The “offense” on which the sentencing judge calculated the Guidelines was a different one from the “offense” the government asked the jury to convict on, and consequently different than the verdicts actually returned. In several places within the SRA, the sentencing court is directed to fashion a “sufficient but not greater than necessary” sentence based on the “offense” of conviction — not some other crime. See 18 U.S.C. § 3553(a)(1) (“the nature and circumstances of the offense”); § 3553(a)(2)(A) (“to reflect the seriousness of the offense, to promote respect for the law, and to provide just punishment for the offense”); § 3553(a)(4) (“the applicable category of offense committed”); § 3553(a)(6) (“the need to avoid unwarranted sentence disparities among defendants with similar records who have been found guilty of similar conduct”). The government asked the jury to convict, and the jury convicted Daugerdas, of the crime of engaging in reporting backdated transactions on four client tax returns. This was the “offense” on which a substantive reasonableness review was to be conducted.
Petitioner’s 15-year sentence for a $2.2 million backdating fraud could not be deemed “substantively reasonable” under a Booker review without the judge-found facts of a completely separate crime that the government disavowed before the jury, and that the jury actually rejected in its verdict. By sentencing Petitioner to this other crime, the sentencing court violated both the dictates of the SRA and the Sixth Amendment. It was not “substantively reasonable” for the sentencing court to un-do what the jury already did.

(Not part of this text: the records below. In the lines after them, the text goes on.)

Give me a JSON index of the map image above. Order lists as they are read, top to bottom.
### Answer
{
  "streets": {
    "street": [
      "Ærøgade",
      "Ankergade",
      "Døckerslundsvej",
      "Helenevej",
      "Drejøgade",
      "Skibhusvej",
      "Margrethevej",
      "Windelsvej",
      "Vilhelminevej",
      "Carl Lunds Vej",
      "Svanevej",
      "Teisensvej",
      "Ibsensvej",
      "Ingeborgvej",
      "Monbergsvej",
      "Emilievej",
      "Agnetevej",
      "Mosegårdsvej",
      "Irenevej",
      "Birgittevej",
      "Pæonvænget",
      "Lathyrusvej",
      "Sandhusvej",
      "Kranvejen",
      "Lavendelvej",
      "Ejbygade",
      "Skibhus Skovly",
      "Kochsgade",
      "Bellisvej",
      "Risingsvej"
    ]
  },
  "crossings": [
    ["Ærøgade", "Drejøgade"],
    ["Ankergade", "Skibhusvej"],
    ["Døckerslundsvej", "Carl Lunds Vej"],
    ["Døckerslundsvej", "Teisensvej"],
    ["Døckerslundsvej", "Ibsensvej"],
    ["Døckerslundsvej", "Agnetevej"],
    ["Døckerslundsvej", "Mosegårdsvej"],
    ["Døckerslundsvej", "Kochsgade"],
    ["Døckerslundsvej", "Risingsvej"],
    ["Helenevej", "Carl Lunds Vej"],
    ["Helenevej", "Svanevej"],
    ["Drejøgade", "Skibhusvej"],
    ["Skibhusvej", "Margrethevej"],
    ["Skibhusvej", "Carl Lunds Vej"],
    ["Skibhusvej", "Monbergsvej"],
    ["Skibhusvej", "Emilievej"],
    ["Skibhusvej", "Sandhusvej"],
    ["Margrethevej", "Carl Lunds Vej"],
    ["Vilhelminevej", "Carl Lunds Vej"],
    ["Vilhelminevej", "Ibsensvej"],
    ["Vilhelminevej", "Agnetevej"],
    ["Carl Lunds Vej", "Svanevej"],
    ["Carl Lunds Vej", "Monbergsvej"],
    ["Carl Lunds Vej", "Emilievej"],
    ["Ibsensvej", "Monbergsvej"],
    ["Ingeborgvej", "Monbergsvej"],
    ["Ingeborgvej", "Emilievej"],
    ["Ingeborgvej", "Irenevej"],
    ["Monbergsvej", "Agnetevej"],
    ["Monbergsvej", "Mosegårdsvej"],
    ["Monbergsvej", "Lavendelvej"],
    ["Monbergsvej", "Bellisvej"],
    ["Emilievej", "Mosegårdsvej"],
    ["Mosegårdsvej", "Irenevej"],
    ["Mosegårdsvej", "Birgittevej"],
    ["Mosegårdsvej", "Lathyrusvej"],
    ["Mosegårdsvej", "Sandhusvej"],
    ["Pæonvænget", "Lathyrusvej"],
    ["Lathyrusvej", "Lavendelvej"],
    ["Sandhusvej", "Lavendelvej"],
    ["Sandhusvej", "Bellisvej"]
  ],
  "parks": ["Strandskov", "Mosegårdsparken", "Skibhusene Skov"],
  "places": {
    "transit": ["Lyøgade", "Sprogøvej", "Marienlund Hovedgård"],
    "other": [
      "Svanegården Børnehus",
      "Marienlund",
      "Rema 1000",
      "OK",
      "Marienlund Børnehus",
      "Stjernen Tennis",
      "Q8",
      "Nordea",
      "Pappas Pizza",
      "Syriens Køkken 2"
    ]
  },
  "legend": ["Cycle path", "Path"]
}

The facts here can be distinguished from those that this Court considered when it rejected certiorari in the Jones case. See Jones, 135 S. Ct. at 8–9. There, the sentencing court enhanced defendants’ sentences based on findings that the narcotics distribution crimes, for which each defendant was convicted, were committed within the context of gang and narcotics trafficking affiliations that were a necessary part of the crime of conviction. In making this determination, the sentencing judge was not reversing the jury’s acquittal on the narcotics conspiracy charges or sentencing based on a different “offense,” but rather making findings about the specific “nature and circumstances of the offense” of conviction. 18 U.S.C. § 3553(a)(1).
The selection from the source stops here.